# Bolivar Dam ????



## tcba1987 (Jun 22, 2004)

i fished the Bolivar Dam once last year for channel cats and flatheads, me and the wife caught around 10 tiny yellow bullheads and that was all. Is the fishing any good at this spot or what ?? i hear there is good pike fishing what about saugeyes, smallmouths and catfish ??? what baits for the eyes and smallies do you recommend ?? when i fished it for cats , we used livers and crawlers and some live creek chubs and had nothing except for the tiny bullheads. we fished right up near the discharge area is there better areas farther down stream ?? any info would be appreciated.


----------



## firetiger (Jul 24, 2004)

I do good there at bolivar with a doll fly jig with a crappie minnow and a bobber. I fish right were the water comes out of the tunnel and hits the river. The water is a little rough and its hard to detect a bite but usually the bobber goes under. its only about 2-4ft right there. I seen a few guys catch pike like that in the same spot. Im not sure what the rig they had on the hook end but they used a bobber. Hope that helps you.


----------



## rockbass (Apr 16, 2004)

Channel cats can be in there, but I can't tell ya on what or where exactly  Nothing huge I have seen yet, but one night with 8 between 5-9 lbs. a few others less than 5 lbs. in 4 hours fishing. Like any place else, the fish are not always in there biting good, but when they are look out.
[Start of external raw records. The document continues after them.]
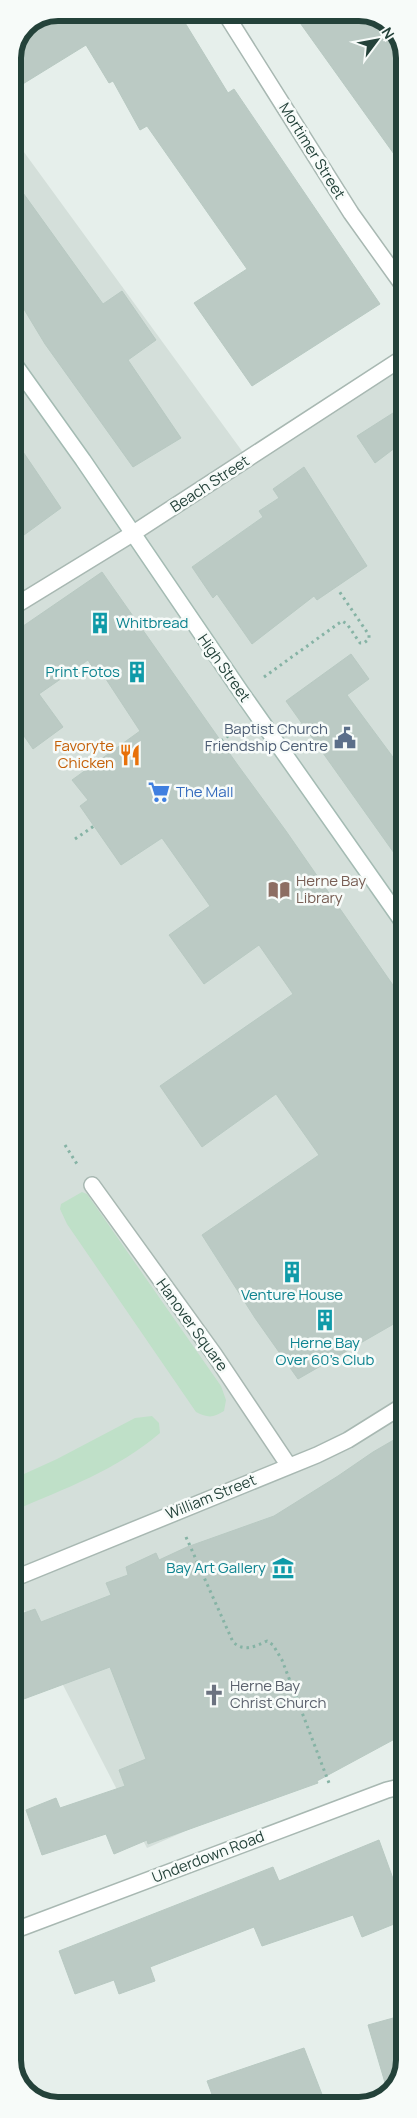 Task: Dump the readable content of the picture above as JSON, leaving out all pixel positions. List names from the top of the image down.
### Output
{
  "streets": {
    "street": [
      "Mortimer Street",
      "Beach Street",
      "High Street",
      "Hanover Square",
      "William Street",
      "Underdown Road"
    ]
  },
  "crossings": [
    ["Beach Street", "High Street"],
    ["Hanover Square", "William Street"]
  ],
  "places": {
    "building": [
      "Whitbread",
      "Print Fotos",
      "Venture House",
      "Herne Bay Over 60's Club"
    ],
    "public building": ["Baptist Church Friendship Centre"],
    "restaurant": ["Favoryte Chicken"],
    "supermarket": ["The Mall"],
    "library": ["Herne Bay Library"],
    "museum": ["Bay Art Gallery"],
    "church": ["Herne Bay Christ Church"]
  },
  "north": "top right"
} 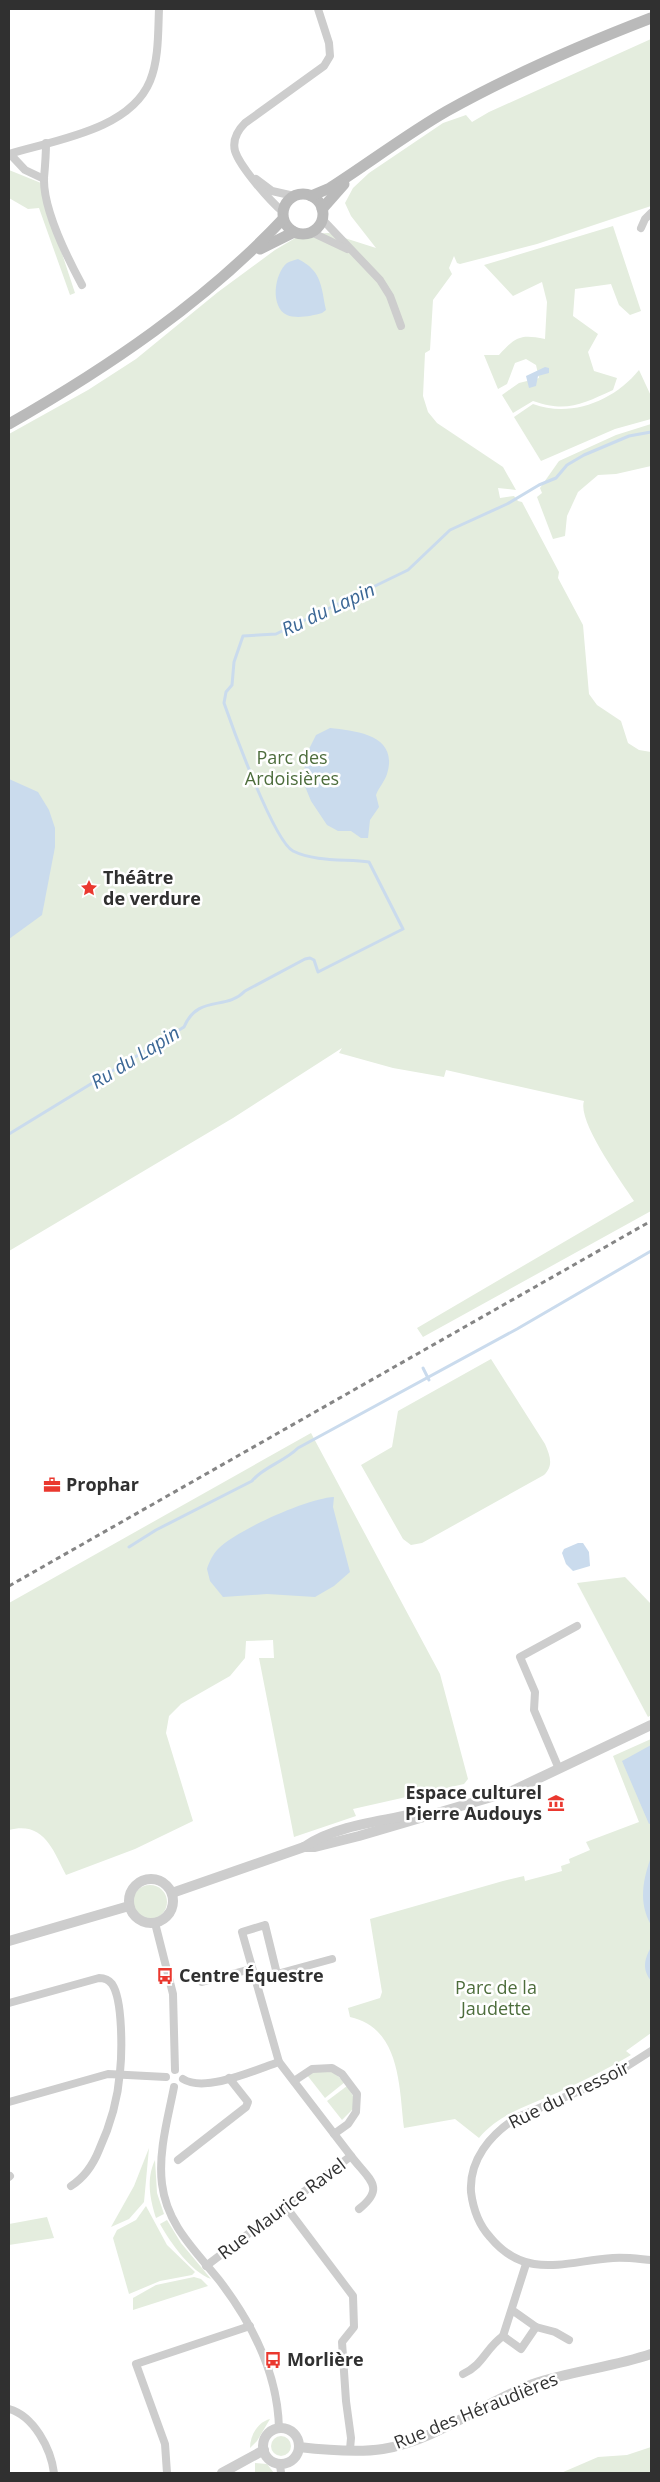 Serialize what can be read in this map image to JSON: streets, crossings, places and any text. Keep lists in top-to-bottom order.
{
  "streets": {
    "street": ["Rue du Pressoir", "Rue Maurice Ravel", "Rue des Héraudières"]
  },
  "water": ["Ru du Lapin"],
  "parks": ["Parc des Ardoisières", "Parc de la Jaudette"],
  "places": {
    "place": ["Théâtre de verdure"],
    "office": ["Prophar"],
    "museum": ["Espace culturel Pierre Audouys"],
    "bus stop": ["Centre Équestre", "Morlière"]
  }
}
Just like every other place anyone fishes


----------



## saugeyesam (Apr 20, 2004)

right where the concrete for the out flow ends there is a hole dug out on the bottom of the creek that runs almost bank to bank but not quite on days when theres little or no current fish with shrimp or chicken livers or cutbait and cast up towards outflow tube and let your bait drift down into that hole if the fish are in there and feeding you have some pretty good action for channel cats ive never caught any bullheads or flats in there just channels my best time have been just before dark till an hour or so after on nights that are overcast with a very slight drizzleof rain . :B


----------